BlancoWithin the past couple of weeks Louisiana Democratic Gov. Kathleen Blanco signed into law a ban on most abortions, which would be triggered if the U. S .Supreme Court overturns Roe v. Wade In Ohio, there are attempts to make it illegal to perform ANY abortion in Ohio even if the pregnancy was a result of rape or incest. Increase the penalties for offences from a misdemeanour to a felony. And the fact it could be a crime to transport anyone across county to state lines to obtain an abortion. The percentage of all abortions at 20 weeks or more is small. It has remained at between 1% and 1.6% of total terminations for many years. For example, in England and Wales during 2002, there were 175,932 abortions, of which 2,874 were performed after 20 weeks.

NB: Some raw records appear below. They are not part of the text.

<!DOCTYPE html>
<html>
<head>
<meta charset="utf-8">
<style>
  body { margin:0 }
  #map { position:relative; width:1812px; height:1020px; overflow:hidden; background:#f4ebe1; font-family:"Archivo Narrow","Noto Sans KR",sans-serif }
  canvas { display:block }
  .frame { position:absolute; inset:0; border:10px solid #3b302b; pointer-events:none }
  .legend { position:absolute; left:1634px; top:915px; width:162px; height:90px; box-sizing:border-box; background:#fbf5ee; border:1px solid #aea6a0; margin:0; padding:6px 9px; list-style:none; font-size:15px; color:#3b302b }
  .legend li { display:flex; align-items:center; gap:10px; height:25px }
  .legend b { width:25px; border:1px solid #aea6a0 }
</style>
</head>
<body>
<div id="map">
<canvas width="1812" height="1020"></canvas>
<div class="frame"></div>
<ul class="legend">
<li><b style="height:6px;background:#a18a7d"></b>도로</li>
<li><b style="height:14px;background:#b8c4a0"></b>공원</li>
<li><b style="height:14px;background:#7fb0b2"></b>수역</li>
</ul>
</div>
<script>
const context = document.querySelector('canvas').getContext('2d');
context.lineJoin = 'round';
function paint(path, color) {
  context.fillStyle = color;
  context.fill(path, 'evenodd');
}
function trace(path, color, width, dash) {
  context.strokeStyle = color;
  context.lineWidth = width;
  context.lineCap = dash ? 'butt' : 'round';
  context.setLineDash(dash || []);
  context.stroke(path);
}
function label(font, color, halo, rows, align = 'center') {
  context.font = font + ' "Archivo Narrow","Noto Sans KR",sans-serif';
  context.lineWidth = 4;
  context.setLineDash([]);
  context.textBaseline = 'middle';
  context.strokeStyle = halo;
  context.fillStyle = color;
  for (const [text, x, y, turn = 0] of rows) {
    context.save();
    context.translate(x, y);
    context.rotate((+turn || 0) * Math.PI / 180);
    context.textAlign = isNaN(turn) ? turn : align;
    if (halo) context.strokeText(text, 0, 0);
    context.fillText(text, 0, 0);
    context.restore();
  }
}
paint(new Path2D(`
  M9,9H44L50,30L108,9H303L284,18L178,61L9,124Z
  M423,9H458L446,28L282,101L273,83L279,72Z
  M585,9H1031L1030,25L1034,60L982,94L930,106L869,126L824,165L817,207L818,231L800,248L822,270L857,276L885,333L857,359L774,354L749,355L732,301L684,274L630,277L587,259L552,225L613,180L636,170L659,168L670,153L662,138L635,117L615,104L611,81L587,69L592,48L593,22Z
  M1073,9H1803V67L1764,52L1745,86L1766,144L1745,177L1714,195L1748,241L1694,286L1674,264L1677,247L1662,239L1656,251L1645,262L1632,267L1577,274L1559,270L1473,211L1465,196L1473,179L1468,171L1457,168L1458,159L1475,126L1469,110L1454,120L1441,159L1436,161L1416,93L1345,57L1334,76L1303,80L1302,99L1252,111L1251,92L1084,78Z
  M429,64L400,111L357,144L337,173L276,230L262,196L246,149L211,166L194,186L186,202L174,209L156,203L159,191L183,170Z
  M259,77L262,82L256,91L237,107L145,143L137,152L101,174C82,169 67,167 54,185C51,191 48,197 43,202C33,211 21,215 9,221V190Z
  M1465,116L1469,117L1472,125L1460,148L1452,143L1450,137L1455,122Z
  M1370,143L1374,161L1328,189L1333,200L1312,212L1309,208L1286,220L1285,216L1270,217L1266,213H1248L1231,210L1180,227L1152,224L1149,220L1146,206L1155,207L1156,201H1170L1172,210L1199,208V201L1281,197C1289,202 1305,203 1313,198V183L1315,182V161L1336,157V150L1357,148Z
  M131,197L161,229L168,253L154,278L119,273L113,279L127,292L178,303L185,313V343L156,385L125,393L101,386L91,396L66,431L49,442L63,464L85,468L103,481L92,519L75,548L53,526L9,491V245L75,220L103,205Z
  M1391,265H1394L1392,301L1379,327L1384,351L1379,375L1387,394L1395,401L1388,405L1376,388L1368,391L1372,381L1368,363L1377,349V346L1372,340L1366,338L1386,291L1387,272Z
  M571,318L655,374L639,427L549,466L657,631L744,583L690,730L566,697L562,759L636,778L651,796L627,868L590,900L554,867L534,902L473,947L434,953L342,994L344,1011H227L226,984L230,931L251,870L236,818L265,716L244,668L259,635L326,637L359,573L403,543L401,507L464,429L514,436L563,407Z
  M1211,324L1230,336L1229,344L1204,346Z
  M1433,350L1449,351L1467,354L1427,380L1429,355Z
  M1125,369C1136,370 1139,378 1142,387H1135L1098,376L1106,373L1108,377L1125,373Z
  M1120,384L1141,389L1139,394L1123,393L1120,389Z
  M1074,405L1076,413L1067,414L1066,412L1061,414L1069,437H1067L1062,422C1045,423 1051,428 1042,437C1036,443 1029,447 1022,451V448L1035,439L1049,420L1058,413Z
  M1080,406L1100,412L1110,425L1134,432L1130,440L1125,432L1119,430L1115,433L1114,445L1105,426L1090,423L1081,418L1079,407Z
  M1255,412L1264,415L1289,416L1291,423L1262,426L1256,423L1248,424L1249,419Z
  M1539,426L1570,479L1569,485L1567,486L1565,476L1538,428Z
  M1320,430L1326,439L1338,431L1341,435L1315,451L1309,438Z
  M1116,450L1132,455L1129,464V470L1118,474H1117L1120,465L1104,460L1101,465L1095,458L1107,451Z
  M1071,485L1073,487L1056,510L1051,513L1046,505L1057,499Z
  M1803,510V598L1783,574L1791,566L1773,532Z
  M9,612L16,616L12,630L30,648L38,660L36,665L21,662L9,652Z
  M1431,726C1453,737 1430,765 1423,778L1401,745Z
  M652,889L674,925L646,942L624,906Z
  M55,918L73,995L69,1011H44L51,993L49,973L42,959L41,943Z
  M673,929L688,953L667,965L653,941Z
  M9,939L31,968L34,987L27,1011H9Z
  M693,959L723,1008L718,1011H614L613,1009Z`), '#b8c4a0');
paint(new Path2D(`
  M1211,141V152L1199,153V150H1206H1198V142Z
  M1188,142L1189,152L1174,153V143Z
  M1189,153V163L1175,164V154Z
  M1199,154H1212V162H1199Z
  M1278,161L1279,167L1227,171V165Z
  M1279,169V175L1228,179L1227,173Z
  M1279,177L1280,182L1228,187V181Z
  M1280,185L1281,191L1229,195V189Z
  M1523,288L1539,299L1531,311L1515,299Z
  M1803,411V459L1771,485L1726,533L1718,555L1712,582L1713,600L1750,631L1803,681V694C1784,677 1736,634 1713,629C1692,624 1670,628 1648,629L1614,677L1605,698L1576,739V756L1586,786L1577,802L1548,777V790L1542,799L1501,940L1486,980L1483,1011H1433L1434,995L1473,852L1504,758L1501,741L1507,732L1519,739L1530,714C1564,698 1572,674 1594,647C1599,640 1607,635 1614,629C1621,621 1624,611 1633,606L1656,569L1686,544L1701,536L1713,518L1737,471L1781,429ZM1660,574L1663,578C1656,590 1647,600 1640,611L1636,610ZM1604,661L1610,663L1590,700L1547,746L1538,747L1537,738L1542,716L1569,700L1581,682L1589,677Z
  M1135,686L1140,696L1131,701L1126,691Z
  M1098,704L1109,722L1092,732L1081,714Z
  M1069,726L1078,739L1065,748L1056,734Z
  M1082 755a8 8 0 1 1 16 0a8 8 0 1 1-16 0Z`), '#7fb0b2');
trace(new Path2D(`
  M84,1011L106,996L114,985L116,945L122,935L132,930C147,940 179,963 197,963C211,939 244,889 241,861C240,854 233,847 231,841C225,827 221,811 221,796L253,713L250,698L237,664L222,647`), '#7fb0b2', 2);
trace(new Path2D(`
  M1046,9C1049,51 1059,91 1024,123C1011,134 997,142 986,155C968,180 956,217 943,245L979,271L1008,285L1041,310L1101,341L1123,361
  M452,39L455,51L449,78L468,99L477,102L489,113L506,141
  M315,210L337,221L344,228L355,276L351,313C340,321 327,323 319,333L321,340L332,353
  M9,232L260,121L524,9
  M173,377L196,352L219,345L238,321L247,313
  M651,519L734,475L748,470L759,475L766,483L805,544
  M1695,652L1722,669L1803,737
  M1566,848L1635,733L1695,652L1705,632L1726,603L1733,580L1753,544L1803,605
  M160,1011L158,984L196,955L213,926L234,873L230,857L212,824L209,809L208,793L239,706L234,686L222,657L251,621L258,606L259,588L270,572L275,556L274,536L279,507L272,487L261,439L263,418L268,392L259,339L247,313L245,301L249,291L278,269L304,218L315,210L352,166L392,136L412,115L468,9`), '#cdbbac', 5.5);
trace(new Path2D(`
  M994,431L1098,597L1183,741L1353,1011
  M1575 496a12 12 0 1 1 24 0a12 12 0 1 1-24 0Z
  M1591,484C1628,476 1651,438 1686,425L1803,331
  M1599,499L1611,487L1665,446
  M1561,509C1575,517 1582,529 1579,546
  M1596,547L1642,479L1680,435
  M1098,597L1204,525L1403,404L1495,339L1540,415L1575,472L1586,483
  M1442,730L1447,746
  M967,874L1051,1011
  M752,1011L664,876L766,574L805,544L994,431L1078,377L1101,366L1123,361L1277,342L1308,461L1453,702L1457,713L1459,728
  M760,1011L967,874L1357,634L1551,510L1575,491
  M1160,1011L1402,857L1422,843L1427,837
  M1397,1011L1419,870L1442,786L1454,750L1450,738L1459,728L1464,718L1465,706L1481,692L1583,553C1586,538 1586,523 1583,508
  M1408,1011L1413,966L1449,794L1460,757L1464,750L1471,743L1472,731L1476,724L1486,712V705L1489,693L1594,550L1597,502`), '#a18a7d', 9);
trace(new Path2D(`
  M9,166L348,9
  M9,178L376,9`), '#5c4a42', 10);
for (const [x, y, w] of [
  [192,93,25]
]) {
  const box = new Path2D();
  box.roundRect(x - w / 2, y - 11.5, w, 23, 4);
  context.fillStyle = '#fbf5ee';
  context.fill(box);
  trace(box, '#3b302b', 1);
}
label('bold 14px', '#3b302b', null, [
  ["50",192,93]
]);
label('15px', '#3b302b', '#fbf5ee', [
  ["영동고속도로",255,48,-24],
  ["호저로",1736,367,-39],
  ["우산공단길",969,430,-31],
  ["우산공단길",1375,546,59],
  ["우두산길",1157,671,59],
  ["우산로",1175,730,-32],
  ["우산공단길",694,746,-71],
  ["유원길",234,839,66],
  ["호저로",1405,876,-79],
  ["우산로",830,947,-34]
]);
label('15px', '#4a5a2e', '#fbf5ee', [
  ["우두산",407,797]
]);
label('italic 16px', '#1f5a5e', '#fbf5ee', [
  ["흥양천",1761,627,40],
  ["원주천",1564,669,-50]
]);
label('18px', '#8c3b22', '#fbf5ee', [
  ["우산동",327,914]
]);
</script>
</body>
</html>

Late abortions are rare and certainly the less bureaucracy, the more likelihood that late abortions would be reduced (the primary providers for late abortions are the independent sector, as opposed to the NHS). But some women (from the scared and naive teenager to the older person who thinks she is hitting the menopause) do not realise they are pregnant until quite late. And restrictive laws themselves cause delays - for example, forcing women to become 'abortion tourists' and make arrangements to travel to a country where the termination can be carried out.

For whatever reasons, even if abortion were 'on request' up to 12 weeks and the time limits were reduced, there would always be women who will need a late abortion and we must defend that right.

In Ireland, many women find ways of overcoming the restrictive and oppressive abortion laws. It is estimated that over 6,000 women (probably more, as women travel to other parts of Europe as well as Britain) leave Ireland every year to seek an abortion - many have to borrow the money to travel and many will need late abortions due to the red tape and bureaucracy.

Access to sex education and free contraception is equally vital. An example is the morning-after pill - demand for Levonelle increases over holiday periods (i.e., summer and Christmas), but, with GPs' surgeries and pharmacists closed, accessibility is limited. Therefore advanced prescription is an important service, although many women do not know they can request it, according to the Family Planning Association. And Levonelle costs £24 if you buy it over the counter - again highlighting the problem of accessibility for poorer women.

Couple of months ago, the editor of Cosmo Girl delivered a petition to Downing Street demanding better sex and relationship education in schools. The 'Just say know' campaign revealed that a third of teens thought sex and relationship education they had received was "rubbish" and more than 80% felt it could be better.

We need a pro-choice campaign that encompasses all of these demands, and ensures that a woman's right to control her own body is paramount. We need to fight against the dictates of religious and state morality and for a system which supports sex education and provides free and accessible contraception, including the morning-after pill.